TRY IT:
Each line that includes "align" must be copied from the records.

STORED DATA:
□ □ □ □ □ □ □

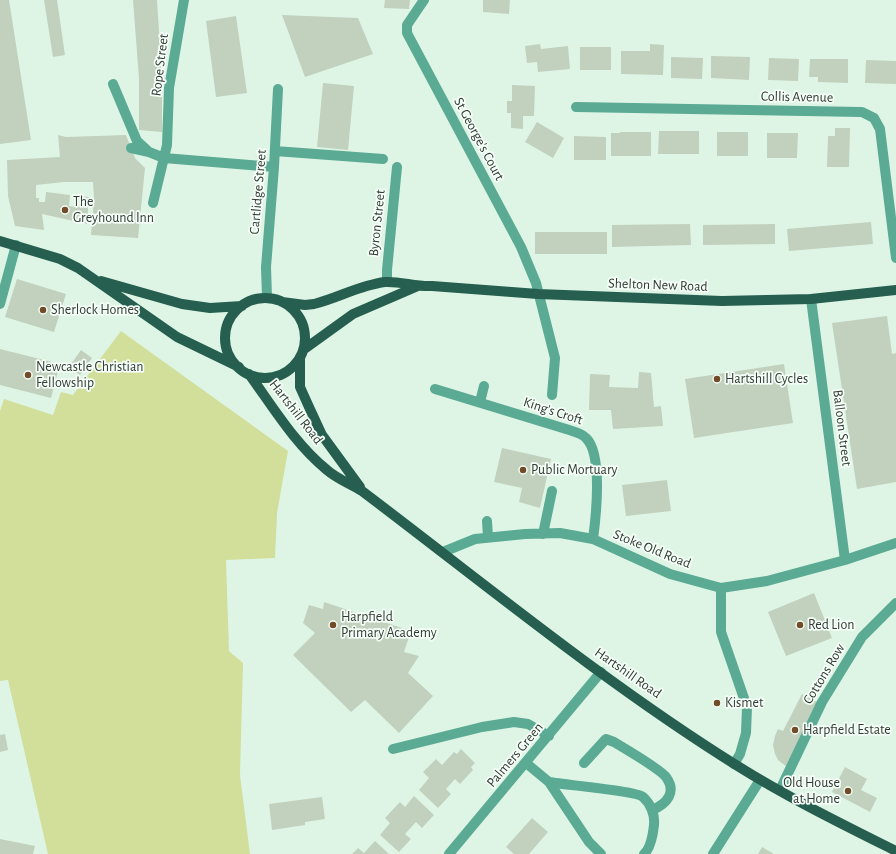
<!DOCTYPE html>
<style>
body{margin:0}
canvas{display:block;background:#def5e5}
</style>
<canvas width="896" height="854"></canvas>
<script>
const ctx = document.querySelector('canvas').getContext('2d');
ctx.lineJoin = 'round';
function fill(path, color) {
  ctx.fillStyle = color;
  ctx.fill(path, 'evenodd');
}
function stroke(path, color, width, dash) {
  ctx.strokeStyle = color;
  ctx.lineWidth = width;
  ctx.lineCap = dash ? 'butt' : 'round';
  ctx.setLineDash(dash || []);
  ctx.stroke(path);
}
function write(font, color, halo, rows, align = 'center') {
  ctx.font = font + ' "Alegreya Sans",sans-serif';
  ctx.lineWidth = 3.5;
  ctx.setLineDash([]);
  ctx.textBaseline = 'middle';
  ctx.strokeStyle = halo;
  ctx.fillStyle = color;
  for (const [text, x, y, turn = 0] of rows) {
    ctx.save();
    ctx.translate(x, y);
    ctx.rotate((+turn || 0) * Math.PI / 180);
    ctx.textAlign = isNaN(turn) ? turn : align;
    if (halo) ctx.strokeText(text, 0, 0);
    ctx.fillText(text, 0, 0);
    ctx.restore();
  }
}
fill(new Path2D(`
 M121,331L288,451L277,513L275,558L226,560L229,651L243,663L240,775L250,854H48L8,680L0,681V411L4,399L53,415L61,392L73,395Z`), '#d1df9b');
fill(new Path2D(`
 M0,0H9L31,140L0,144Z
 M44,0H57L65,55L53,57Z
 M133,0H157L162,79V132L139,130V79Z
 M385,0H410L409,9L384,8Z
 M483,0H510L509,14L483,12Z
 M282,15L358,18L373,54L305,77Z
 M236,16L247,93L216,97L206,21Z
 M540,44L541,49L568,46L570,69L538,72L537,62L527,63L525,46Z
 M650,44L664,45L663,75L621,74V51H650Z
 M580,47H611V70H580Z
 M711,56L750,57L749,80L711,78Z
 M671,57L703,58L702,79L671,78Z
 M769,58L799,59L798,81L768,80Z
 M810,59H848V83L818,82V77H809Z
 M866,60L896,61V84L865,83Z
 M323,83L354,86L348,150L317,147Z
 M512,85L535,86L534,116H523V129L511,128V113H507V101H512Z
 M537,122L564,138L553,158L525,142Z
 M835,128H850L849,167H827L828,136H835Z
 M659,131H699V154H658Z
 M620,132H651V156H611V133H620Z
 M717,132H748V156H717Z
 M767,133H798L797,158H767Z
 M58,135L66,137L126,135L135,158L145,168L138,238L91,235L94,198L93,182H64L36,185V198H39V202H45L46,192L70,195L69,206L77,207L78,196L89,197L87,224L42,214L44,230L15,226L8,196L7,160L60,157Z
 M574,136L606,137V160H574Z
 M871,222L873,244L789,251L787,229Z
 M690,224L691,245L612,247V225Z
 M775,224V244L703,245V225Z
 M535,232H607V254H535Z
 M17,279L66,294L54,332L5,317Z
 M887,316L892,354L896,353V482L857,489L832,323Z
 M0,349L60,364L51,398L0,385Z
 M81,350L92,358L80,375L69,367Z
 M784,364L793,423L694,438L685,379Z
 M639,372L651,373L654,407L661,406L663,426L613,429L611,410H589L590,374L610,375L609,387L638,388Z
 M502,448L551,459L540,508L519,502L522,488L494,482Z
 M667,480L671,511L626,516L622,485Z
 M814,593L832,638L786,656L768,612Z
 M324,602L411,631L404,652L419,656L408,673L433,696L399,733L365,700L351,712L293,655L315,633L303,623L309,605L323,609Z
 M802,694L819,703L787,767L778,760L775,754L773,745L775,736L778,729L783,731Z
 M5,734L8,750L0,752V735Z
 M461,749L475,763L471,767L473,770L460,784L455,779L446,789L451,794L438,808L419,790L429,778L423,772L436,759L442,765L454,752L457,754Z
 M845,767L867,779L861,790L877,798L870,812L832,792Z
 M414,796L434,815L422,828L416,822L405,834L411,839L399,852L380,835L390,823L385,818L400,802L405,807Z
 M322,797L325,819L305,822V825L272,830L269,804Z
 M532,818L548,832L529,854H514L506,847Z
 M0,839L35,846L33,854H0Z
 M375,841L389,854H352L358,848L364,853Z
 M762,847L774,854H758Z`), '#c2d1bd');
stroke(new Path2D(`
 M424,0L407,25V33L521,247L536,283L555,358L552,395
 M113,84L137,141L149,152L164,158L274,167
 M576,107L862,112L874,118L880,129L896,258
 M131,148L149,152
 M275,151L383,159
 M153,203L167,145L169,88L184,0
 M387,282V270L397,167
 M267,297L266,267L274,167L278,89
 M811,299L845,560
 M0,304L16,245
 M435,389L566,429C572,431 582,433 586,438C603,454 596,517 593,539
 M480,402L484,386
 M487,521L488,537
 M543,534L552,491
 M443,552L475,539L525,534L560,533L593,539L670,574L721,588L767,581L845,560L896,543
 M721,588V632L747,707L746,733L740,754L734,764
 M393,749L482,727L514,722L528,724L549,736
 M526,763L549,782L589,842L601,854
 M584,763L606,739L614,742C624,748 660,769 666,777C677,792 667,804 652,810
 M549,782C565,785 637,791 643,797C651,804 655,815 654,825C653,834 651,848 644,854
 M780,790L822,702L862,637L896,603
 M449,854L601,672
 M713,854L760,780`), '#5baa94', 10);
stroke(new Path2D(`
 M0,241L60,259L78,268L177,337L239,367
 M101,281L182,304L210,308L242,306
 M225 338a40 40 0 1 1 80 0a40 40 0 1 1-80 0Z
 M282,302L305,305L314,304C338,298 360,285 385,282C400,281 416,287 432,286L538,294L722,301L811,299L896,290
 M303,350L353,314L418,286
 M300,358V387L309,407L322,435L360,487
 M249,374C273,407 295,444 327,470C337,479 351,484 362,491C485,584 605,683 736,765C787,797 842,824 896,851`), '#265f50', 10);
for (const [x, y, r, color] of [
 [65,210,4,"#724c28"],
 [43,310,4,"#724c28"],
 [28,375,4,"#724c28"],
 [717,379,4,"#724c28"],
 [523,470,4,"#724c28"],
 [333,625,4,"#724c28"],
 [800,625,4,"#724c28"],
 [717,703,4,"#724c28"],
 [795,730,4,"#724c28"],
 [848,791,4,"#724c28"]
]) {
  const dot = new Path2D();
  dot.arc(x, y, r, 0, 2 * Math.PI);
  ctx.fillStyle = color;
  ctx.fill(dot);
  stroke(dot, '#f5fef7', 1.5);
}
write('14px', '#323b35', '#f5fef7', [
 ["Rope Street",160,65,-83],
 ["Collis Avenue",797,97,1],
 ["St George's Court",479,139,62],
 ["Cartlidge Street",258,192,-85],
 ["Byron Street",377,223,-84],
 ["Shelton New Road",658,285,2],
 ["King's Croft",553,411,18],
 ["Hartshill Road",296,412,52],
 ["Balloon Street",842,428,83],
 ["Stoke Old Road",652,549,22],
 ["Hartshill Road",628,673,35],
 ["Cottons Row",824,674,-59],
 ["Palmers Green",515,755,-50]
]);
write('14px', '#323b35', '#f5fef7', [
 ["The",73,202],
 ["Greyhound Inn",73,218],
 ["Sherlock Homes",51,310],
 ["Newcastle Christian",36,367],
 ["Fellowship",36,383],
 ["Hartshill Cycles",725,379],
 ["Public Mortuary",531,470],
 ["Harpfield",341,617],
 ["Primary Academy",341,633],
 ["Red Lion",808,625],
 ["Kismet",725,703],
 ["Harpfield Estate",803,730],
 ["Old House",840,783,"right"],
 ["at Home",840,799,"right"]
], 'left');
</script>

□ □ □ □ □ □ □

SOLUTION BELOW:
function write(font, color, halo, rows, align = 'center') {
    ctx.textAlign = isNaN(turn) ? turn : align;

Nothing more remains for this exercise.